Teams struggle to follow the trail and avoid open water and leads
                                   Screen shot courtesy Piksuk Media


But the weather is once again deteriorating with fog, broken ice and open leads. Much of the running will be in the dark. The dogs are tired and there is much worry about bears. Despite all this, everyone agrees to make a go of it. The last team arrives at the final checkpoint 30 km out of town after running for fourteen hours!

After a brief rest then thirty kilometers later, the teams begin arriving to the tumultuous cheers of the anxiously awaiting crowd. All teams entered have completed and the sweetest victory belongs to Peter Siakuluk of Hall Beach. Peter drove his dogs eleven days just to get to the starting line in Pond Inlet for what was expected to be his last Nunavut Quest. He had entered every one of the previous eleven events since 1999, but 2010 was his first victory!

In a closing scene we see a new litter of young puppies – the future of Inuit Dogs and the Nunavut Quest.

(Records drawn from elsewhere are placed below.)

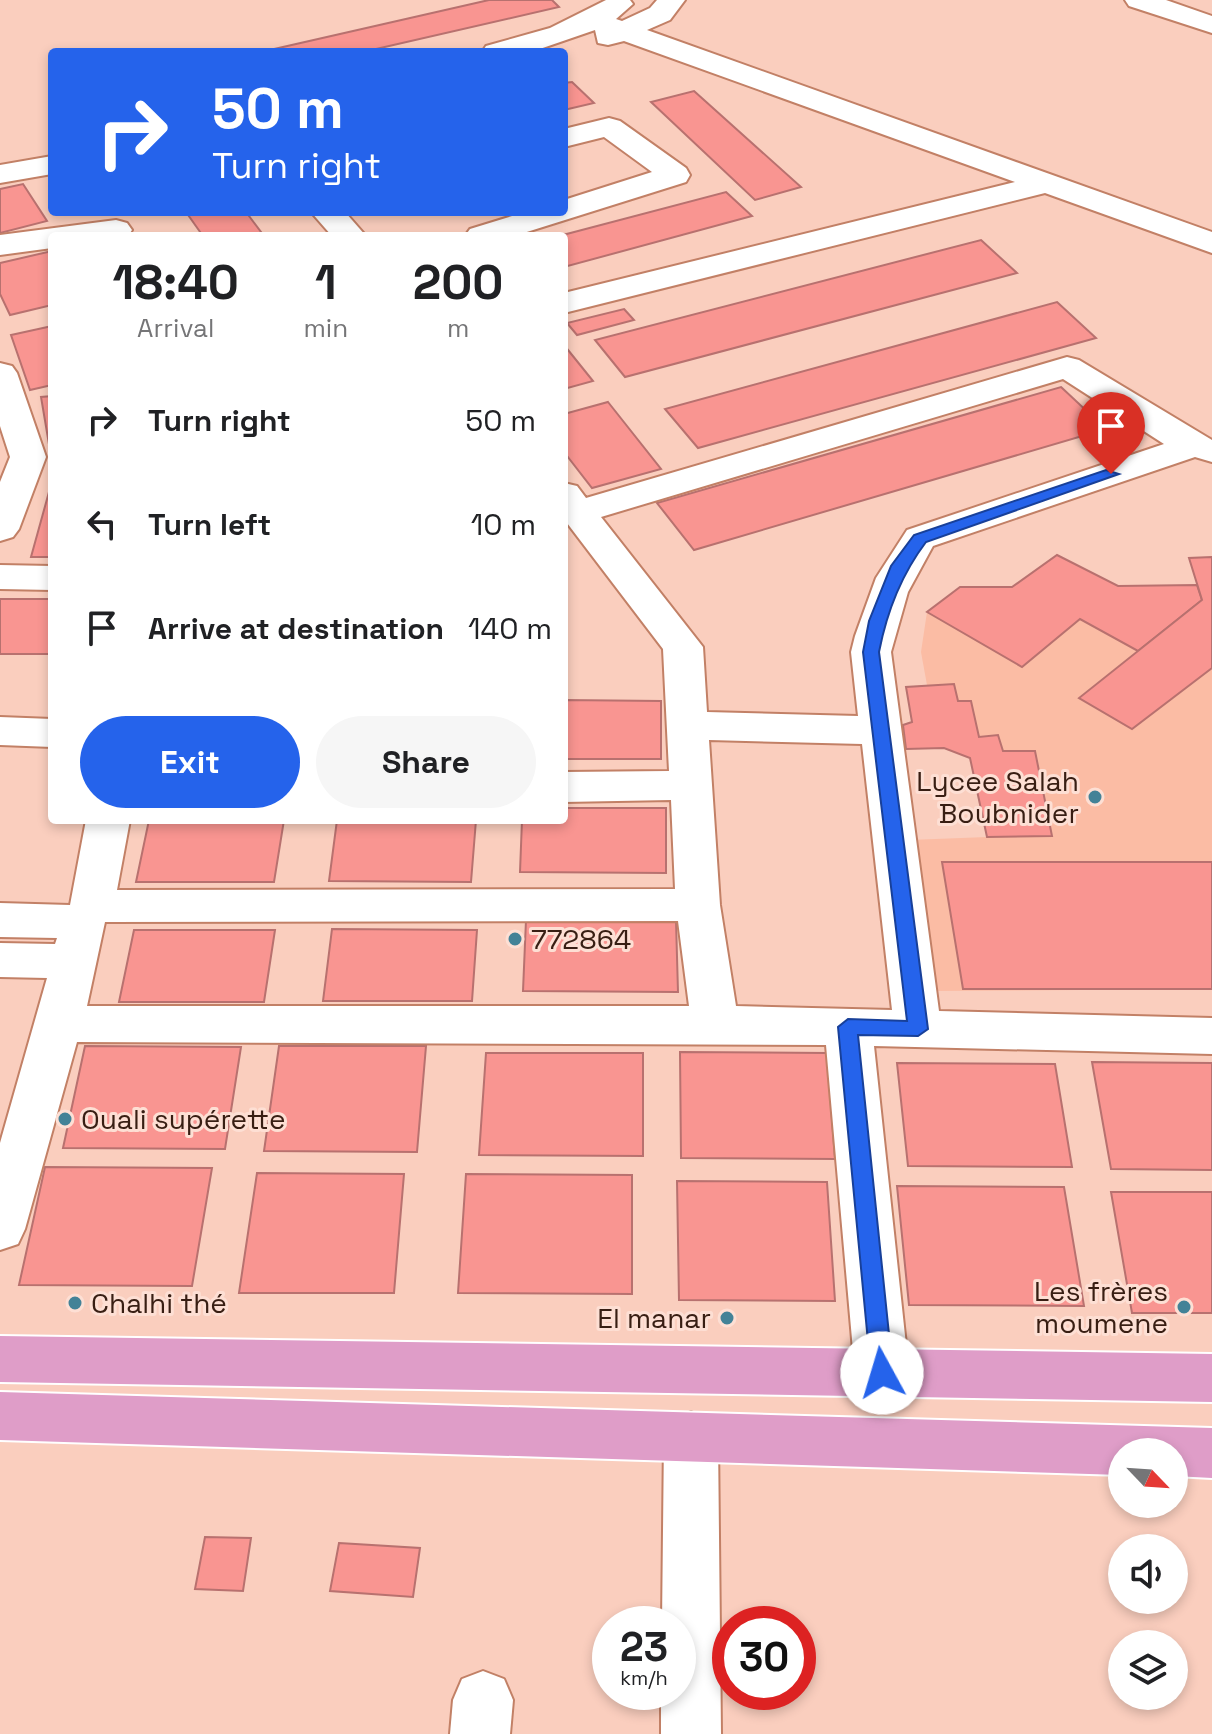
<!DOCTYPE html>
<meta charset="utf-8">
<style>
body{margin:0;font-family:"Space Grotesk",sans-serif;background:#f6f6f6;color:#202124;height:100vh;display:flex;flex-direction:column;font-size:30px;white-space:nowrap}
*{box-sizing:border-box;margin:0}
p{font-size:26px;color:#757577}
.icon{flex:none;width:44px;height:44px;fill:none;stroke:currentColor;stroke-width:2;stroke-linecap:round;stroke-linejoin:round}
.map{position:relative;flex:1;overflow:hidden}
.sheet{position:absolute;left:48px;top:232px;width:520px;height:592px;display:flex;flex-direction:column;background:#fff;border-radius:8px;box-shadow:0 4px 12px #0003}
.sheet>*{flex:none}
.hud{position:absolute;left:48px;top:48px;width:520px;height:168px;border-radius:8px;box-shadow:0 4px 12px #0003;background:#2563eb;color:#fff;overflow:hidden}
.needle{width:52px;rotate:115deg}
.tools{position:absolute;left:1108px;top:1438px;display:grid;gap:16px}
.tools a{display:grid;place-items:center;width:80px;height:80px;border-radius:50%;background:#fff;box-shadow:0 4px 12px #0003;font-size:40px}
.speed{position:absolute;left:592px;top:1606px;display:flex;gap:16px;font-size:40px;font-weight:700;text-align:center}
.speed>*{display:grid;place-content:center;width:104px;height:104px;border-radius:50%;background:#fff;box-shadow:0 4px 12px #0003;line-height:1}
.speed small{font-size:20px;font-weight:400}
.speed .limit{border:12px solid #d22;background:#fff;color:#111}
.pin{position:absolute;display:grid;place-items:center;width:68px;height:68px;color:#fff;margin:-82px -34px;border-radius:50% 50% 50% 0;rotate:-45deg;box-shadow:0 0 8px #0007}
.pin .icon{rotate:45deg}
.me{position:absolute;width:88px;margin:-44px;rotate:354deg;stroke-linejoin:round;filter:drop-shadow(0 0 6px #0008)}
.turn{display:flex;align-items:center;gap:28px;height:168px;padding:0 32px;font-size:36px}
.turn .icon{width:104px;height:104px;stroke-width:2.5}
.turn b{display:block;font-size:56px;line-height:68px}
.eta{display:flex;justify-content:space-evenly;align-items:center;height:136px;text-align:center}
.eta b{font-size:48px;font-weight:700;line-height:56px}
.cta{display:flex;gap:16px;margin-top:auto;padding:16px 32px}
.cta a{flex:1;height:92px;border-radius:48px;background:#2563eb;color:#fff;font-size:32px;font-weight:700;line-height:92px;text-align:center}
.cta a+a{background:#f6f6f6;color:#202124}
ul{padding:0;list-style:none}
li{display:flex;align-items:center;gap:24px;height:104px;padding:0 32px}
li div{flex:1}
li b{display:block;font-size:30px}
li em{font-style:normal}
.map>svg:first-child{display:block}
.built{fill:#fbbca4}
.building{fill:#f99591;stroke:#b8716f;stroke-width:2}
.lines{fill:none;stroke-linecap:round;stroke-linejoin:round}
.minor-casing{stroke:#c28066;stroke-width:4}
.major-casing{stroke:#fff;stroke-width:4}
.minor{fill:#fff;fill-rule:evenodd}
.major{fill:#df9dc8;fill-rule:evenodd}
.route{fill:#2563eb;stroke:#184099;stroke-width:2}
.poi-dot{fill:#438297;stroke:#fddfd4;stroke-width:3}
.labels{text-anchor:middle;stroke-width:6;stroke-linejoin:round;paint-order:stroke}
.poi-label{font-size:28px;fill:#381e13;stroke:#fddfd4;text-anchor:end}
</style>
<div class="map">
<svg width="1212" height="1734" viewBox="0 0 1212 1734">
<rect width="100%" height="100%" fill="#facebe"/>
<!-- built -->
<polygon class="built" points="1057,555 1118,586 1197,585 1189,558 1212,557 1212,989 930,991 909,840 987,837 970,758 944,748 906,749 903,725 912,721 906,687 927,685 921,652 927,612 960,587 1012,587"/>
<!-- building -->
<g class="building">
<polygon points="489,0 552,0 559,7 363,52 261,52"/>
<polygon points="572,82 594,103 564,110 564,83"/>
<polygon points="694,91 801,187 755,200 651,102"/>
<polygon points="23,184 47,221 0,233 0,189"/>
<polygon points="726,192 752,216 564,267 564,236 559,236"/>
<polygon points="186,212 246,212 264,236 203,236"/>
<polygon points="981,240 1017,273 625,377 595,340"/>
<polygon points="52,251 52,305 10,315 0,294 0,263"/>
<polygon points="1057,302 1096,338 698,448 665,409"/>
<polygon points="624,309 634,320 577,335 567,323"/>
<polygon points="52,326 52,385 30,390 11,335"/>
<polygon points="564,345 593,381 564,389"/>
<polygon points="1061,387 1106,429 694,550 657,503"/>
<polygon points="52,396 52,462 41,397"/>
<polygon points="608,402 661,469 592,488 564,452 564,414"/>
<polygon points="52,481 52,557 31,557"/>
<polygon points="1057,555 1118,586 1197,585 1202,600 1138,651 1080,619 1022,667 927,612 960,587 1012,587"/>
<polygon points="1212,557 1212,668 1132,729 1079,698 1202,600 1189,558"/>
<rect x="0" y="599" width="52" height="55"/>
<polygon points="954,684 958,701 971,701 979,737 998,735 1003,751 1035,751 1052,836 987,837 970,758 944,748 906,749 903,725 912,722 906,687"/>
<polygon points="564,700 661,701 661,759 564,759"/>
<polygon points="564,808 666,808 666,873 520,872 522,820 564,820"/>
<polygon points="149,820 284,820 274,882 136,882"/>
<polygon points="337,820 476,820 471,882 329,881"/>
<polygon points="942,862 1212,862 1212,989 963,989"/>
<polygon points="526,920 676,921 678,992 523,991"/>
<polygon points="332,929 477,930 472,1001 323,1001"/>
<polygon points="134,930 275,930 264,1002 119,1002"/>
<polygon points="85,1046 241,1047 225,1149 63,1148"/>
<polygon points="279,1046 426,1046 417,1152 264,1151"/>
<polygon points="680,1052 827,1053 835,1159 681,1158"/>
<polygon points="486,1053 643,1053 643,1156 479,1155"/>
<polygon points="1092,1062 1212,1063 1212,1170 1111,1169"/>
<polygon points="897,1063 1055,1064 1072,1167 908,1166"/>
<polygon points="45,1167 212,1168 192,1286 19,1285"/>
<polygon points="257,1173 404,1174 394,1293 239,1293"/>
<polygon points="466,1174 632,1175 632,1294 458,1293"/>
<polygon points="677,1181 827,1182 835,1301 679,1300"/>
<polygon points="897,1186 1064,1187 1084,1306 909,1305"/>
<polygon points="1111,1192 1212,1192 1212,1313 1132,1313"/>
<polygon points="205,1537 251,1538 243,1591 195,1589"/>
<polygon points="339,1543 420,1548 413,1597 330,1591"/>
</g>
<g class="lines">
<!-- minor casing -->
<g class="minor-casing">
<g id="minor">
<polygon points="606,0 630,0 633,4 616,19 622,21 650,8 657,0 685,0 670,20 647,30 1212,232 1212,253 1045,193 564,313 564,293 1015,182 624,41 608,45 598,43 595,30 531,52 482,52 486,46 550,28"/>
<polygon points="1125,0 1166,0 1212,16 1212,33 1129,6"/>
<polygon points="609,118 620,121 686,168 690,175 686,182 514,236 465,236 470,229 525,212 564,212 564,200 652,172 604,137 564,147 564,129"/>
<polygon points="52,156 52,174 0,183 0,165"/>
<polygon points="311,212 345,212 366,236 332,236"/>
<polygon points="116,220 127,223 132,230 128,236 52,236 52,248 0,255 0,235"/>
<path d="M 1067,357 L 1079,360 L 1212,440 L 1212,462 L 1195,457 L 933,546 L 908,592 L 891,652 L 939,1011 L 1212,1018 L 1212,1054 L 874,1046 L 909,1373 L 901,1390 L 882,1396 L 863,1390 L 855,1373 L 826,1045 L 77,1042 L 25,1229 L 18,1244 L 0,1250 L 0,1143 L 47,978 L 0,977 L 0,943 L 55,944 L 57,938 L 0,937 L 0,903 L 70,905 L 86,820 L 130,820 L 117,890 L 675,889 L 671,800 L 564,802 L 564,772 L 669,771 L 663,649 L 564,519 L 564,483 L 577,486 L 586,498 ZM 1063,379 L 1164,444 L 907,530 L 876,578 L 855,636 L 851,652 L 858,716 L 707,712 L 703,647 L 601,517 ZM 709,740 L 862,744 L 892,1010 L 736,1006 L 720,905 ZM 678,921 L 689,1006 L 87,1006 L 105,922 Z"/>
<polygon points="0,363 12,366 17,373 46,457 19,529 13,537 0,541 0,482 10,457 0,426"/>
<polygon points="0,565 52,566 52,590 0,589"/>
<polygon points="0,717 52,719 52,747 0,745"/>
<polygon points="691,1412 710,1420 718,1437 721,1734 661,1734 661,1692 678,1692 678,1624 662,1624 664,1437 672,1420"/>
<polygon points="483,1671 504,1679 513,1700 510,1734 450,1734 453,1700 462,1679"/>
</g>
</g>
<!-- major casing -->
<g class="major-casing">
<g id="major">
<polygon points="0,1336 1212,1354 1212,1402 0,1382"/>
<polygon points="0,1392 1212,1428 1212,1478 1174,1476 1174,1452 1122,1452 1122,1475 0,1440"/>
</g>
</g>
<!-- minor -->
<use href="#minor" class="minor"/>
<!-- major -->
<use href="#major" class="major"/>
</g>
<!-- route -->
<path class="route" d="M 1106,470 L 1119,474 L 926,542 C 901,575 887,611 879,652 L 928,1029 L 918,1036 L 858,1035 L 893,1373 L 889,1380 L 882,1383 L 874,1380 L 871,1373 L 838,1027 L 848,1019 L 907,1021 L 863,652 L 869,621 L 891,566 L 914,535 Z"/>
<!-- markers -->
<g class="poi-dot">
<circle cx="1095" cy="797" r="8"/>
<circle cx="515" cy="939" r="8"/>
<circle cx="65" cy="1119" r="8"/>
<circle cx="75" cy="1303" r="8"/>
<circle cx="1184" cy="1307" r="8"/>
<circle cx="727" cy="1318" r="8"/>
</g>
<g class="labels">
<!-- poi labels -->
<g class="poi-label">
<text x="1079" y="791">Lycee Salah<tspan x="1079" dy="32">Boubnider</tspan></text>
<text x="531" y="949" text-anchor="start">772864</text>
<text x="81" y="1129" text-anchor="start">Ouali supérette</text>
<text x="1168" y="1301">Les frères<tspan x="1168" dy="32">moumene</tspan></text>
<text x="91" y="1313" text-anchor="start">Chalhi thé</text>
<text x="711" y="1328">El manar</text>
</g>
</g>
</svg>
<div class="tools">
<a><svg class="needle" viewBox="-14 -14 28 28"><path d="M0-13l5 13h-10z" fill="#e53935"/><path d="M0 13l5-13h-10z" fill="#757577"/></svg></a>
<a><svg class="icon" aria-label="sound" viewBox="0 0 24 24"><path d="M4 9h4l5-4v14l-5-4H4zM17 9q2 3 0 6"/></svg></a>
<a><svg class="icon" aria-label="layers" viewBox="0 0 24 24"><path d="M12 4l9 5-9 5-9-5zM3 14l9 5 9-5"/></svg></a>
</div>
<div class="speed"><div>23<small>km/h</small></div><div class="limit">30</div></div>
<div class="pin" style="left:1111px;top:474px;background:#d93025"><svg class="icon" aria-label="arrive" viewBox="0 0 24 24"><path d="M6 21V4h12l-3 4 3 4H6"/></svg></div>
<svg class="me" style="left:882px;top:1373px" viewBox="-20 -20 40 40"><circle r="19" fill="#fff"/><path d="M0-13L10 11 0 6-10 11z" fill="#2563eb"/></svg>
<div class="hud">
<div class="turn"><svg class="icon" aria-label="right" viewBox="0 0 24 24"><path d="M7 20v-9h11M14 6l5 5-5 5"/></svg><div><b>50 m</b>Turn right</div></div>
</div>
<section class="sheet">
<div class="eta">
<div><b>18:40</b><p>Arrival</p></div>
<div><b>1</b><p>min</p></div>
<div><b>200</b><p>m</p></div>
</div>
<ul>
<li><svg class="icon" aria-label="right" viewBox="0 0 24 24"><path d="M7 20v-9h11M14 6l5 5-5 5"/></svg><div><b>Turn right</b></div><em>50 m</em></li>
<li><svg class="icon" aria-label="left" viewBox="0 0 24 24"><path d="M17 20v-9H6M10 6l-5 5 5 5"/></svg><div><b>Turn left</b></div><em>10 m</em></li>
<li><svg class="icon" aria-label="arrive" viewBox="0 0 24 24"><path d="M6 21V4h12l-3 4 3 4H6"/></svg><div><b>Arrive at destination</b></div><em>140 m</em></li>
</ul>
<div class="cta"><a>Exit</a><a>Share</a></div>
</section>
</div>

Born only four months after their mother ran the
2010 race, these pups represent the future.
                                   Screen shot courtesy Piksuk Media


When Mark and I first ventured to the Canadian North as ignorant neophytes back in 1982, the motivation was a documentary about polar bears. Our intended focus was only seeing the bears. But by the time we left our destination, our week-long experience in the community taught us that the North is much, much more than just polar bears, and our lives ever since then have been enormously enriched thanks to that valuable lesson and scores of very kind and patient northerners. Those of you who look forward to seeing Nunavut Quest: Race Across Baffin just because of the dogs are sure to undergo a similar experience. Of course, without these dogs there would be no Nunavut Quest dog team race or documentary, in a way just as the dogs were essential to survival of the Inuit themselves. But in the case of this documentary, the dogs will have served as the channel to educate the viewer about the Arctic, its people and a history rich in culture and traditions. Whatever your particular interest in the North, Nunavut Quest: Race Across Baffin offers an inspiring and enlightening experience.

*Episodes 1, 2 and 3 were reviewed in the March 2012 issue of The Fan Hitch.